One contemporary account related, "I can hardly conceive of a more unmoral community than exists around these mines; drunkenness, gambling, fighting, lewdness, and every other vice exist here to an awful extent." "Sprawls Hotel," a tanyard in town, was an "establishment" where drunken miners were allowed to "ooze" until they were sober enough to "check out." On the other hand, one traveler thought that the Dahlonega hotels offered "comforts for the inner man...not excelled by any in the State."

Gold production increased in the decade following the gold discovery. The problem that the gold miners faced was that there was not an easy way to convert their finds (gold dust and nuggets) to a spendable medium. Raw gold could be used for payment in the local establishments near Dahlonega, but usually at a steep discount. Part of the difficulty was that the fineness of the raw gold was not easily determined. A few private coiners, including Templeton Reid, attempted to alleviate this problem, with only minimal success. Reid was a German "metal worker, cotton gin manufacturer, jeweler, watchmaker, and gunsmith" who briefly issued $2, $5, and $10 gold pieces dated 1830, initially from Milledgeville, then from Gainesville, Georgia. It was an arduous and risky task to attempt to have the raw gold coined at the Federal mint in Philadelphia, as the distance from the southern gold fields was long and uncertain. Nonetheless, the mint at Philadelphia did receive over $1.7 million in Georgia deposits from 1830-1837.



The Branch Mint Legislation

The Act of March 3, 1835 was passed by the United States Congress, which provided that "branch mints of the United States shall be established as follows: One branch at the city of New Orleans for the coinage of gold and silver; one branch at the town of Charlotte, in Mecklinburg county in the state of North Carolina, for the coinage of gold only; and one branch at or near Dahlonega, in Lumpkin county, in the state of Georgia, also for the coinage of gold only." The legislation was due primarily to the political influence of southern congressmen from the gold region.

An initial appropriation of $50,000 for the Dahlonega Mint was provided by the Congress. The commissioner of construction was to be Ignatius Few,a lawyer and Methodist minister, best known as the founder of the institution known today as Emory University.

Joseph Singleton, a plantation owner from Athens, Georgia, was appointed as the new branch mint's first superintendent. He was described by the editor of theDahlonega Watchman as "altogether too weak in the upper story for any kind of business that requires an effort of mind."



The Mint Construction

The mint building was to be constructed to the same plans as the Charlotte Mint.
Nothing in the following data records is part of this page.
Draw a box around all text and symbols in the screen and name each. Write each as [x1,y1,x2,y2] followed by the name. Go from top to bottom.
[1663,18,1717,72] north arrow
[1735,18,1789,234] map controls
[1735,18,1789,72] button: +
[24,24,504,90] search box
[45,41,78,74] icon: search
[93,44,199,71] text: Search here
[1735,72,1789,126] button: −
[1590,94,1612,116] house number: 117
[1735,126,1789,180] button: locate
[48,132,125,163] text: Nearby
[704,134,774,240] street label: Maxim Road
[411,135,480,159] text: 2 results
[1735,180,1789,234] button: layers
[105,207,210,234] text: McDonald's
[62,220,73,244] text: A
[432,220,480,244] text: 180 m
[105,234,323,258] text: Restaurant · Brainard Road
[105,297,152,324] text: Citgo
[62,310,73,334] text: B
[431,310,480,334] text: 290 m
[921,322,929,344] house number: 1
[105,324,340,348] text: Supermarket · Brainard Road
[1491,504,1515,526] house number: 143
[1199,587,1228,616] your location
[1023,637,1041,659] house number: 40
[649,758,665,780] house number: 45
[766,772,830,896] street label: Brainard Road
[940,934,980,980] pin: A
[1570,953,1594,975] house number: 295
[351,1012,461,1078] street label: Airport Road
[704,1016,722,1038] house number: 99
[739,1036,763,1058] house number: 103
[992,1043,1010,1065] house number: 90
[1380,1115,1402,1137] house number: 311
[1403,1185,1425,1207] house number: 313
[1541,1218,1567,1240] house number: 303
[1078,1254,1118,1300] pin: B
The architect was William Strickland, who was well known in his day as a proponent of the Greek Revival style. The basic outline of the building was that of a block letter "T," with the top of the "T" comprising the front wing. The front was to be 125 feet by 33.5 feet, while the stem of the "T" measured 53 feet in length and 36 feet in width, although evidence indicates that the front was actually constructed to a length of 127.5 feet. A building site was selected on a hill close to the town square. The 27-room structure was to have first and second stories composed of brick, covered with stucco and grooved to simulate the large granite block of the basement foundation.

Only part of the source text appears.